OGGI A VERONA CONTESTATE I MINISTRI di Mario Adinolfi

“Salvini si smarca sulla 194” titola il Corriere della Sera: “Non vuole essere danneggiato dalle polemiche”. La Meloni ha assicurato a Barbara D’Urso che l’aborto è un diritto e la 194 non si tocca. Massimo Gandolfini (solidarietà, l’operazione fatta da Repubblica-Radio Capital andando a intervistare sua figlia è vergognosa) dice netto: “L’aborto è omicidio”. Salvini dice che “l’aborto è una conquista sociale, nessuno vuole toccare una conquista sociale”.

Si fanno sparire in fretta e furia i feti-gadget di ProVita, applausi a scena aperta a Cruciani e Maglie (due libertari prochoice) e pure a Zaia che dice “l’omofobia è una patologia”. Bussetti arriva a Verona dicendo che non sposa “l’ideologia del congresso”.

Il congresso dal canto suo tenterà di compiacere i politici accontentandosi di qualche slogan e di un po’ di vaghe promesse. E invece dovrebbe fischiarli e contestarli. Se non lo farà, senza mettere loro pressione, tra tre mesi questo governo darà all’Italia la legge sull’eutanasia, dopo la triptorelina gratuita. E verrete qui a dire che il Popolo della Famiglia aveva ragione. Gridate prima che il danno venga fatto, questi politici non credono a nulla di ciò in cui credete voi, non firmate questa cambiale in bianco a gente senza principi, interessata solo ai vostri voti e non alle vostre idee. Vi stanno fregando, ridendo della vostra deferente subalternità.
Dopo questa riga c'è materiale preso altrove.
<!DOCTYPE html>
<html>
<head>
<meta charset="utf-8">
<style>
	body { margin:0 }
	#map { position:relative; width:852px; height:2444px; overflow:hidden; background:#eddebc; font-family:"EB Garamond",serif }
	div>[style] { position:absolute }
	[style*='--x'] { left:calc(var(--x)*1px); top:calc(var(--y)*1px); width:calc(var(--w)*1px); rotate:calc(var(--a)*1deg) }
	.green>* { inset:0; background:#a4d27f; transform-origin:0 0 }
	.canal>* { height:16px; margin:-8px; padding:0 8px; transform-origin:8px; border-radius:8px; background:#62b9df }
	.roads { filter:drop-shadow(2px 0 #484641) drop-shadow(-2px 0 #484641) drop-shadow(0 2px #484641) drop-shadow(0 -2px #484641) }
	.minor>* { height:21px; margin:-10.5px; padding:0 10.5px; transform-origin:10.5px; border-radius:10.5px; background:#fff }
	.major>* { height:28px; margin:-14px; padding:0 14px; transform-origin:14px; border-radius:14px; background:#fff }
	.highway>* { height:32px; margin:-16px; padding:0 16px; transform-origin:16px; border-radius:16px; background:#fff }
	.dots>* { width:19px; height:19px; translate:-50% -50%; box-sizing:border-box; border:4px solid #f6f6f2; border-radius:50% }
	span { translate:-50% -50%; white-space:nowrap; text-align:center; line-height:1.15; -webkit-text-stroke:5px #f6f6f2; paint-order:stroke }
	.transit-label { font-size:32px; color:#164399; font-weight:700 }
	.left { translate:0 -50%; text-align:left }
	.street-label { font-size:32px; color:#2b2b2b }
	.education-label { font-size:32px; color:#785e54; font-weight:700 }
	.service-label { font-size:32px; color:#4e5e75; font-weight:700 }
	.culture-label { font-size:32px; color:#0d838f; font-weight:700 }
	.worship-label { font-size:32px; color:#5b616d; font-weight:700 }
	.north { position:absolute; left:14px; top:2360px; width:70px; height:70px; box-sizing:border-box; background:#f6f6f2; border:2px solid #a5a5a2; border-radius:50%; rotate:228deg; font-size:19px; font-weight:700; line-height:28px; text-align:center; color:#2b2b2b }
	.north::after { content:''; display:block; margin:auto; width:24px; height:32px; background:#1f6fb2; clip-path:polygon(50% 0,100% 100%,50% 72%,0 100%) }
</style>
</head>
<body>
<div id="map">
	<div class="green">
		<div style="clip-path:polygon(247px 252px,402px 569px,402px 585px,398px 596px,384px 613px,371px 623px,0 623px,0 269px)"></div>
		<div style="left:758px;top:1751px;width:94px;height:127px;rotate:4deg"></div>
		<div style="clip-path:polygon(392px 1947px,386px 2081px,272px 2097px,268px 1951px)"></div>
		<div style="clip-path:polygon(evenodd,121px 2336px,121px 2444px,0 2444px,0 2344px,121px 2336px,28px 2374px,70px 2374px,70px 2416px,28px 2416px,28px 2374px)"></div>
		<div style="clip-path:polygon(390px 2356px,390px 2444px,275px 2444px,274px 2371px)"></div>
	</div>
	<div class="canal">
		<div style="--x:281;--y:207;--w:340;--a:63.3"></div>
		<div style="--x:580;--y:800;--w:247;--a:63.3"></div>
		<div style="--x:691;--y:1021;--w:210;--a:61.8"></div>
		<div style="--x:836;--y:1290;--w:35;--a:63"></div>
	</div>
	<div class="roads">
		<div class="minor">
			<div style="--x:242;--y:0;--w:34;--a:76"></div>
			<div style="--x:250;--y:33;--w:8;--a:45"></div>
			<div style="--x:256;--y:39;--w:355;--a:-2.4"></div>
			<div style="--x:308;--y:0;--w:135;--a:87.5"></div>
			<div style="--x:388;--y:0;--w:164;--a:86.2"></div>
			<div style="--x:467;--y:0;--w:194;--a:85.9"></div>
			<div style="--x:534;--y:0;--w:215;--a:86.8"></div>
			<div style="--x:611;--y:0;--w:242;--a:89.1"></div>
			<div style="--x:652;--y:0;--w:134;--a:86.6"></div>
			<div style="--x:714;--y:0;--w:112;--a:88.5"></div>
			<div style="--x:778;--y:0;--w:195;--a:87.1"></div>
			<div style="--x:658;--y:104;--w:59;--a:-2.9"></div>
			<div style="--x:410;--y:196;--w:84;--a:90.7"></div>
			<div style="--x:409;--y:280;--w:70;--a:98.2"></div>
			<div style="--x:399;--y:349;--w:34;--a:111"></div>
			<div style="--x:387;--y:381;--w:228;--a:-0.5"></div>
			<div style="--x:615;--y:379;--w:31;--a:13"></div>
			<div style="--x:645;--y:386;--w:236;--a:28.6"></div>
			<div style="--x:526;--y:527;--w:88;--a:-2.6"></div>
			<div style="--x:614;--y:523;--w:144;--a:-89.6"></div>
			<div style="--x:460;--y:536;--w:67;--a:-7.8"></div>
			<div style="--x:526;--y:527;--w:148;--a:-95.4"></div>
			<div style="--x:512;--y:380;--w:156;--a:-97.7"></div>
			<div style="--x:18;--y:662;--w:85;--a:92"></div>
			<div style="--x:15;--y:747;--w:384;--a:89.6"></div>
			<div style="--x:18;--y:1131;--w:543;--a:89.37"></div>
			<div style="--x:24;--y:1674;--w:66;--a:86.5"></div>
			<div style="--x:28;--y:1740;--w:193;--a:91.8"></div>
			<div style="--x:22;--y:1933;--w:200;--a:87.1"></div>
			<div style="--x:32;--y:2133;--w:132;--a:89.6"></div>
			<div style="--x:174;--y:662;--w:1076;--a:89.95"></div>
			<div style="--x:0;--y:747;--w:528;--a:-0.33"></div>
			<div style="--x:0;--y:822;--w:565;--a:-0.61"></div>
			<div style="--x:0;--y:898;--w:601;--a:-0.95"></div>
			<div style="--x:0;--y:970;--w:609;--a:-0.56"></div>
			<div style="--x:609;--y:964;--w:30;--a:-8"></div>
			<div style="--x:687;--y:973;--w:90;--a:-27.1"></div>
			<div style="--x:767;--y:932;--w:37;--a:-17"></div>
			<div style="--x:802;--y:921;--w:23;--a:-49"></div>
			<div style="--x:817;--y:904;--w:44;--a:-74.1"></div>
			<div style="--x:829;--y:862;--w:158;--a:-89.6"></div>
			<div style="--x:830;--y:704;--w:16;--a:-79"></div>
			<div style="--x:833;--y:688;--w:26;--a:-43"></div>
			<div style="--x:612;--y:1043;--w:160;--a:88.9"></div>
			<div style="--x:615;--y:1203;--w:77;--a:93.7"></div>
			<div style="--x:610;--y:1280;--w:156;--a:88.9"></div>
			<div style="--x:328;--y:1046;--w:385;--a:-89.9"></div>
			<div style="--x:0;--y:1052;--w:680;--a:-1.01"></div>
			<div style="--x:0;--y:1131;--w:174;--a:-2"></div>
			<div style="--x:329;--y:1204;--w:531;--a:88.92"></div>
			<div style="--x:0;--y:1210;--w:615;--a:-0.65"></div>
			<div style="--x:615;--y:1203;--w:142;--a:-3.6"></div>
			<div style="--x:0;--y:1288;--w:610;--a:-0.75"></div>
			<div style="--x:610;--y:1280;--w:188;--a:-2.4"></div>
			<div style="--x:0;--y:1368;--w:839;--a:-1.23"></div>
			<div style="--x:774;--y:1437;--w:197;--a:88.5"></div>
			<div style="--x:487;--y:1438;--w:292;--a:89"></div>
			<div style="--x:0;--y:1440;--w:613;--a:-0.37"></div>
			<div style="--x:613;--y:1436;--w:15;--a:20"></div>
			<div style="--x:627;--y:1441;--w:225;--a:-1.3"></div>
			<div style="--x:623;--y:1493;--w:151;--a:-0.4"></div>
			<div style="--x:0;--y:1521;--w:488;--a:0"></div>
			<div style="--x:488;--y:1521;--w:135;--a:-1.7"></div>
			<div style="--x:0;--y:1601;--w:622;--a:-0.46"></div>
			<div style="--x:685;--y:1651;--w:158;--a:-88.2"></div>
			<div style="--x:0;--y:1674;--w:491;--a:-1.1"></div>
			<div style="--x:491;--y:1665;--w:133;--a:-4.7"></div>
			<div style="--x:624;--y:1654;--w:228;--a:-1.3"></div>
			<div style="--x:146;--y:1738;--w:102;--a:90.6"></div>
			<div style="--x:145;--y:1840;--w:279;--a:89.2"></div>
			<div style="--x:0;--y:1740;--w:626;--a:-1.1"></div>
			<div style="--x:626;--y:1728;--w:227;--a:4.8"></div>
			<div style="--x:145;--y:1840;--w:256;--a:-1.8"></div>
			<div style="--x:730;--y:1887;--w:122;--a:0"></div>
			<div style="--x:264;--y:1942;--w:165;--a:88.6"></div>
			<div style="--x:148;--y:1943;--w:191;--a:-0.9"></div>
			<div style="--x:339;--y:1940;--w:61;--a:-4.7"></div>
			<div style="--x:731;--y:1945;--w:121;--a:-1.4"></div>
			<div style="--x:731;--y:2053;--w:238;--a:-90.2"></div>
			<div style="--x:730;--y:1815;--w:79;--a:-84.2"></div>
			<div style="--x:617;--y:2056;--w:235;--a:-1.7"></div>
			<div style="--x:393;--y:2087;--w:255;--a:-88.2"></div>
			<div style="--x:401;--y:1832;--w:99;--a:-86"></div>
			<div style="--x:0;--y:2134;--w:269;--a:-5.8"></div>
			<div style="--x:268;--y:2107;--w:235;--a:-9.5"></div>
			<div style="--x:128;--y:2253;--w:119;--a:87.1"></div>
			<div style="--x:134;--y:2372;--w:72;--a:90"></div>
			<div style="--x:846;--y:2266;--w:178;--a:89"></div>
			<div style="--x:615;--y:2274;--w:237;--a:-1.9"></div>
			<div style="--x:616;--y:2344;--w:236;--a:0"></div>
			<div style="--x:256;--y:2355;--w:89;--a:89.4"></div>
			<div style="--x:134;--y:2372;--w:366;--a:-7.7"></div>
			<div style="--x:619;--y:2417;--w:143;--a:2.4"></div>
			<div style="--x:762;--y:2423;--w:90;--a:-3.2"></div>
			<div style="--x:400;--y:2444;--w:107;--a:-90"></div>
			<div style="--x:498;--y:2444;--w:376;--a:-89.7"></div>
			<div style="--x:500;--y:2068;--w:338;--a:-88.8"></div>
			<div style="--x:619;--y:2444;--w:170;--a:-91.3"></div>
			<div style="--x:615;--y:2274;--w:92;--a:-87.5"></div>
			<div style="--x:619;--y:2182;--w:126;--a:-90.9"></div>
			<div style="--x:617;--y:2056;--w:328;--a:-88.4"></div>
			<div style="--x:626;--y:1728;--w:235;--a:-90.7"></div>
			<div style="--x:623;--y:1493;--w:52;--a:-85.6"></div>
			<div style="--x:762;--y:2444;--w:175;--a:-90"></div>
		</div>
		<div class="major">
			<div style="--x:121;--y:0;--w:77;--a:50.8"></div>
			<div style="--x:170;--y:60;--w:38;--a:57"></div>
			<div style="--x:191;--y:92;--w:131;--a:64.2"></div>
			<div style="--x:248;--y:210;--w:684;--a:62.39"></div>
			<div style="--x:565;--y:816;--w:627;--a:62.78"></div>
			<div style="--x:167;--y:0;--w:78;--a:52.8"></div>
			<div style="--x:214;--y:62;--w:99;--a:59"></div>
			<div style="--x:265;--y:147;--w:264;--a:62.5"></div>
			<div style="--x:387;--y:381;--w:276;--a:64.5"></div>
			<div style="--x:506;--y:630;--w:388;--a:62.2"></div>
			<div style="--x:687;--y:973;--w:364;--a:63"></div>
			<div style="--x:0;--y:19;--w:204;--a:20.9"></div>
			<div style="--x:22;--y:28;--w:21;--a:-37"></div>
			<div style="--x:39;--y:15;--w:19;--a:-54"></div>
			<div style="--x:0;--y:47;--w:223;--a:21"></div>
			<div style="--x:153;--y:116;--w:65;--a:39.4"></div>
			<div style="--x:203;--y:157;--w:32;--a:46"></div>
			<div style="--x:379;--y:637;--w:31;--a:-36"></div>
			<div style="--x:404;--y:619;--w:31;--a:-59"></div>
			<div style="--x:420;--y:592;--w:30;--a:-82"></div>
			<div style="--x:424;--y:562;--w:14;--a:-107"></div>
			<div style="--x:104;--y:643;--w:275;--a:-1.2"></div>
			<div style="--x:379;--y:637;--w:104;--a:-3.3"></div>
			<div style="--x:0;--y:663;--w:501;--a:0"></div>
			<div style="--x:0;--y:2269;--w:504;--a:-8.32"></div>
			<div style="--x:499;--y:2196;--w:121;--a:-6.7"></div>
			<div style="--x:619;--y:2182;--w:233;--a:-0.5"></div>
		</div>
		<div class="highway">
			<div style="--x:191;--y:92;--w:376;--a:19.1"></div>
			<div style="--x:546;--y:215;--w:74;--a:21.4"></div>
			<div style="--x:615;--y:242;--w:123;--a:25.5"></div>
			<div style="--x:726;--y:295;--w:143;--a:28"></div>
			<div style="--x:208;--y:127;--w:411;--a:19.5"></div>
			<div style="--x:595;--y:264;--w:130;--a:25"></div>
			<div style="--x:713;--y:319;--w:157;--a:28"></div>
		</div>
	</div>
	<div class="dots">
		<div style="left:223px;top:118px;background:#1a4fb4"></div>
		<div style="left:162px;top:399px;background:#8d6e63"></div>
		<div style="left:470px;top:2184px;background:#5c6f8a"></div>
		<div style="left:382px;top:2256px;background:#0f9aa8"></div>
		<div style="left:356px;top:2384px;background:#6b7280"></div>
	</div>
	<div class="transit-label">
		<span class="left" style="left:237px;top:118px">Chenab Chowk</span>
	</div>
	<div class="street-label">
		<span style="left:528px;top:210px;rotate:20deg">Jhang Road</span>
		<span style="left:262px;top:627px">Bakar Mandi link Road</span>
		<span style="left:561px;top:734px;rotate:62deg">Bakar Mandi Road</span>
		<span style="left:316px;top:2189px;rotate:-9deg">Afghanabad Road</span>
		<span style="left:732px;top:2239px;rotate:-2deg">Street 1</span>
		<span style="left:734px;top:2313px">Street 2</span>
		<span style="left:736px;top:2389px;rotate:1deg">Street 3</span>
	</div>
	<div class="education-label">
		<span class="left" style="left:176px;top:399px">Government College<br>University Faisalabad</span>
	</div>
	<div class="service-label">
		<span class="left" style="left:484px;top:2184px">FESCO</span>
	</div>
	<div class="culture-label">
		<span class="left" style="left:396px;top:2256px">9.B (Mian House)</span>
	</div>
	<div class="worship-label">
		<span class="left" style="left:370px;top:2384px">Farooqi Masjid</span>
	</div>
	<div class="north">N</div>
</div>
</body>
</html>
Ora schiena dritta e uno scatto d’orgoglio: avete duecento giornalisti davanti, tirate ai ministri una mazzata nei denti e dite loro la verità. Che fino ad oggi per la famiglia Salvini e Fontana hanno fatto zero, niente totale, pur avendo tutte le leve del potere in mano. Che Salvini può fare l’imbonitore in tv, ma la verità è che i papà e le mamme con lui al governo pagano più tasse (a maggio vanno su addizionali comunali e regionali). Che di chiacchiere ideologiche non sapete che farvene, ora servono impegni politici concreti. Pure sulla vita, oltre che sulla famiglia. Non fateli passare indenni con inutili applausi a parole vuote.